La colisión entre el derecho de acceso y la protección de los datos personales se resuelve en la ley dando clara preferencia a ésta última, lo que contradice la tendencia del derecho europeo y es un claro ejemplo de un mal uso del derecho a la protección de datos para pervertir el alcance del derecho de acceso. Ello supone, en la práctica, configurar una especie de derecho fundamental a la participación anónima en actividades públicas.

Asimismo, cabe destacar que no es necesario que el solicitante de acceso motive su solicitud ni acredite ningún interés particular. La ley abre la puerta a la desnaturalización del test de proporcionalidad al prever que,sin embargo, el solicitante podrá exponer los motivos por los que solicita la información y que podrán ser tenidos en cuenta cuando se dicte la resolución. No obstante, la ausencia de motivación no será por si sola causa de rechazo de la solicitud. El parámetro de contraste de la concurrencia de la excepción es en todos los casos la transparencia en si misma, como interés público superior a proteger, en modo alguno puede introducirse cualquier otro motivo aunque haya sido alegado por el interesado.
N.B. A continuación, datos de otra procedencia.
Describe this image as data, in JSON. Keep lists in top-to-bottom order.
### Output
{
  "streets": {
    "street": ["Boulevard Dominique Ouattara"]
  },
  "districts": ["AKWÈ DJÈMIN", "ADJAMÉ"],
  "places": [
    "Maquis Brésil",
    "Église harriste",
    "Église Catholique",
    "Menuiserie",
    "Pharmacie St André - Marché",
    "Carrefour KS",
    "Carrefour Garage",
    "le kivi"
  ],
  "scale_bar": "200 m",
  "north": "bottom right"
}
Finalmente, la ley prevé como modo normal de resolución de las solicitudes el silencio negativo, equivalente a una desestimación de la solicitud de acceso. Esta previsión, criticada en sede parlamentaria, desnaturaliza el ejercicio del derecho ya que incentiva que las solicitudes se despachen sin motivación ninguna convirtiendo en papel mojado todas las previsiones anteriores. La creación de un órgano de dudosa independencia, como el Consejo de Transparencia y Buen Gobierno, diseñado a modo de medio alternativo de impugnación de las resoluciones, expresas o presuntas, denegatorias del acceso, no puede compensar la débil posición de los titulares del derecho.

A manera de conclusión, puede afirmarse que la ley representa un paso muy limitado en la regulación de la transparencia que en modo alguno se configura como un derecho fundamental. Por ello y por el propio contenido de la ley es razonablemente previsible que su aplicación sea controvertida.

Con la publicación de la ley, se ha perdido la oportunidad de subsanar  lo que ya era un déficit de transparencia en nuestro sistema. Se trataba de una ocasión para incorporar a nuestro ordenamiento un instrumento normativo adecuado en materia de transparencia y acceso a la información pública que nos situara  normativamente al nivel de los estándares de protección europeos. La transparencia se conecta con el principio democrático, en tanto que fomenta la participación informada en los asuntos públicos, pero también se relaciona con los principios de legalidad y eficiencia, ya que posibilita la evaluación del funcionamiento de los poderes públicos,  permitiendo calcular el coste de su gestión pública. Unos poderes públicos opacos son, en definitiva, mucho más caros que un poder transparente y abierto, circunstancia que debería tenerse en cuenta al evaluar el impacto normativo de esta ley de transparencia.